I was wondering if anyone could tell me what is the safest amount to advance my ka24e on pump gas before damaging the engine? I went to 15 degrees tdc (it runs at 10 stock). I turned it back until I know what is safe for that engine. And what do i need to do so the computer doesn't cancel out the advance in timing? Thanks.


----------



## D21jrc9009 (Sep 29, 2008)

any ideas guys?


----------



## mknight759 (Dec 24, 2008)

why not leave at at 10 that is the factory optimal setting fow power and economy


----------



## D21jrc9009 (Sep 29, 2008)

mknight759 said:


> why not leave at at 10 that is the factory optimal setting fow power and economy


well what im looking for is power. I did notice at 15 degrees it drank more gas, but it had a noticable difference in power, very noticable in 5th. It climbed decent sized hills for once in 5th. I recently moved into the western part of va and its kinda hilly. i was also considering turboing the engine. I am going to lower it sometime next week.

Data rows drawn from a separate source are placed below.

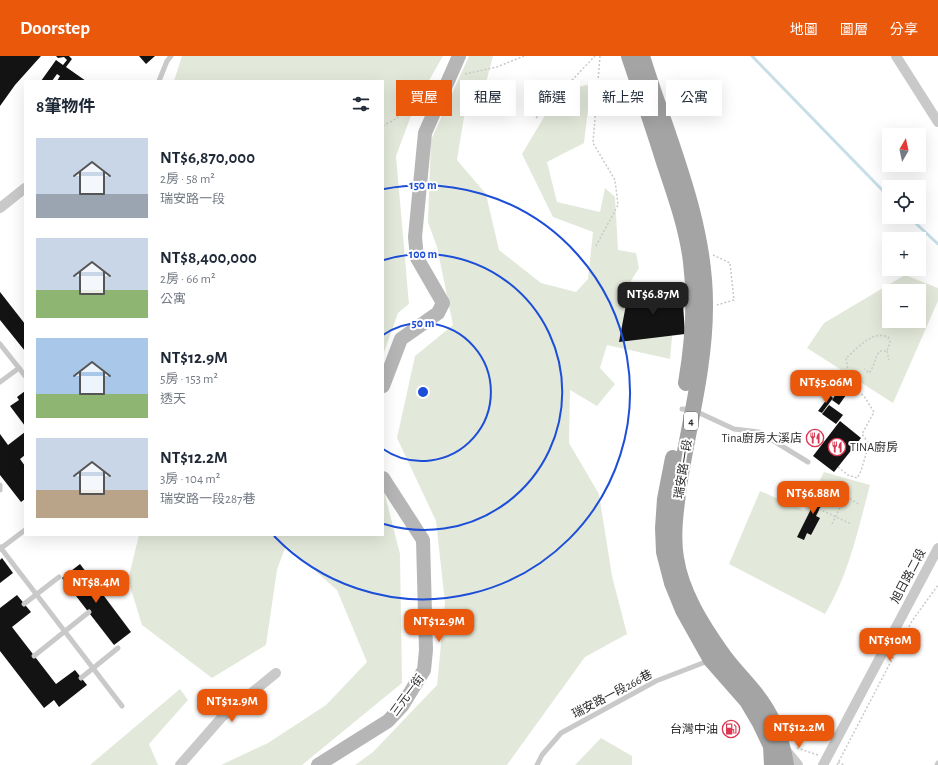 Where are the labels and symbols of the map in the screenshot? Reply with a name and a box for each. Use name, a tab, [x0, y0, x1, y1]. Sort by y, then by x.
north arrow	[882, 128, 926, 172]
text: 150 m	[409, 179, 437, 191]
text: 100 m	[409, 248, 437, 260]
pin: NT$6.87M	[612, 282, 694, 316]
text: 50 m	[412, 317, 435, 329]
pin: NT$5.06M	[785, 370, 867, 404]
centre of rings	[416, 385, 430, 399]
road number: 4	[684, 412, 698, 430]
restaurant icon: Tina廚房大溪店	[805, 428, 825, 448]
place label: Tina廚房大溪店	[721, 431, 802, 444]
restaurant icon: TINA廚房	[827, 437, 847, 457]
street label: 瑞安路一段	[671, 438, 694, 500]
place label: TINA廚房	[850, 440, 898, 453]
pin: NT$6.88M	[772, 481, 854, 515]
street label: 旭日路二段	[888, 546, 927, 605]
pin: NT$8.4M	[59, 570, 133, 604]
pin: NT$12.9M	[398, 609, 480, 643]
pin: NT$10M	[857, 628, 923, 662]
street label: 瑞安路一段266巷	[570, 667, 654, 720]
street label: 三元一街	[387, 671, 426, 718]
pin: NT$12.9M	[191, 689, 273, 723]
pin: NT$12.2M	[758, 715, 840, 749]
fuel station icon: 台灣中油	[721, 719, 741, 739]
place label: 台灣中油	[670, 722, 718, 735] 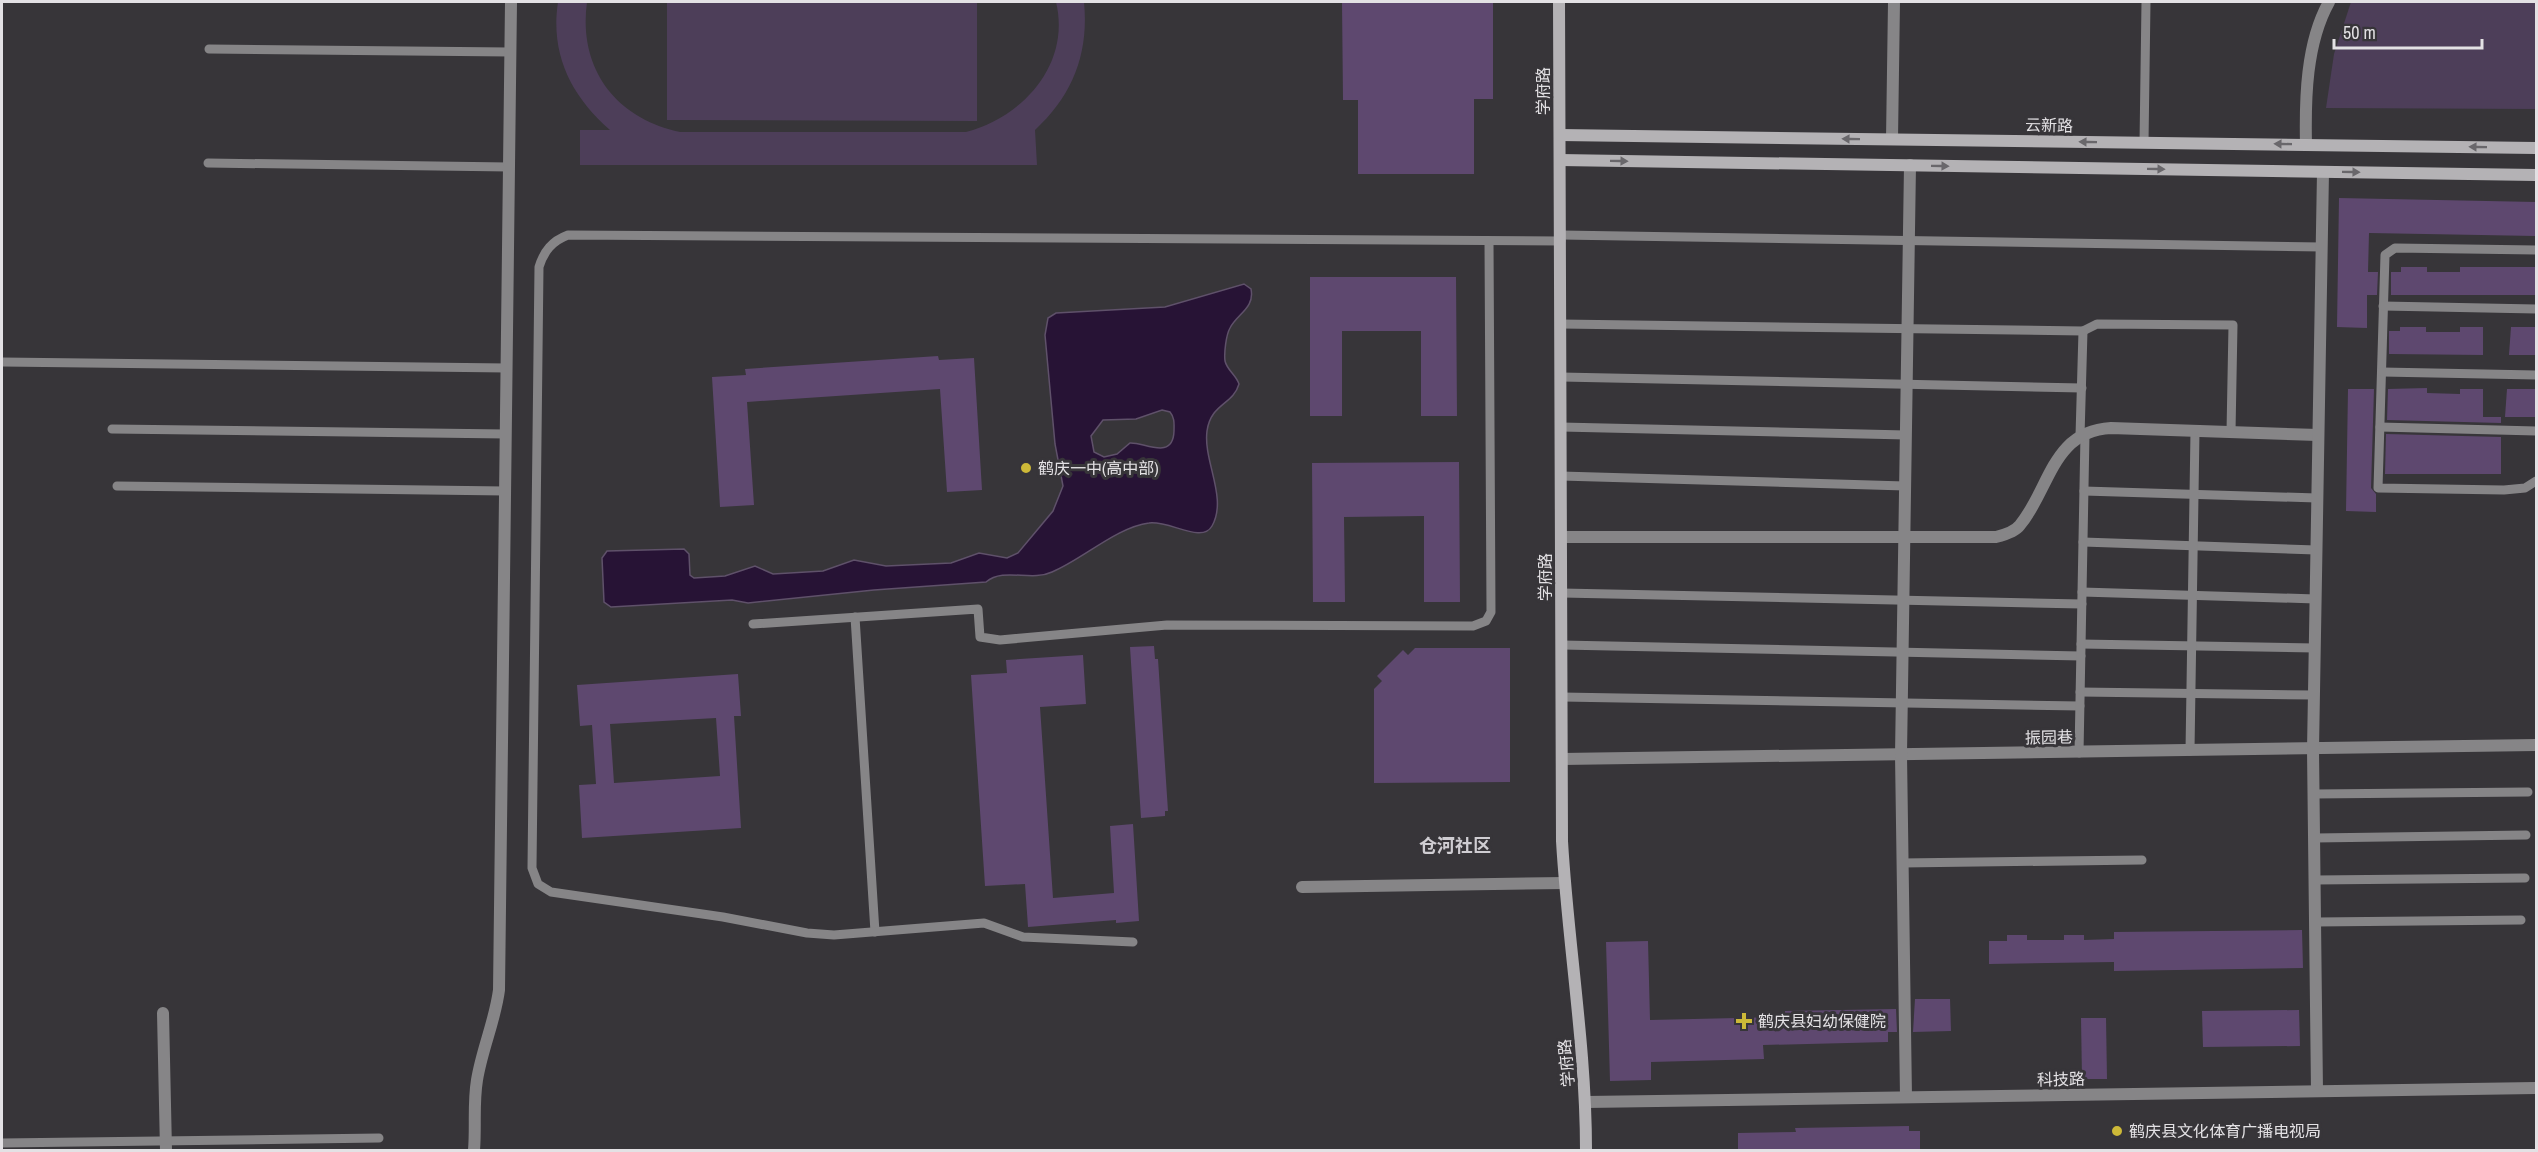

The reason I turned it back is because it does have some miles on it, and i wanted to get some opinions before i damage the engine.I just did the clutch and timing chain, so now I feel as if i should tinker with it a bit. 

I have a ka24de out of a 240 sitting in my garage that I hope to put in there at some point. I already have the truck oil pan and such.


----------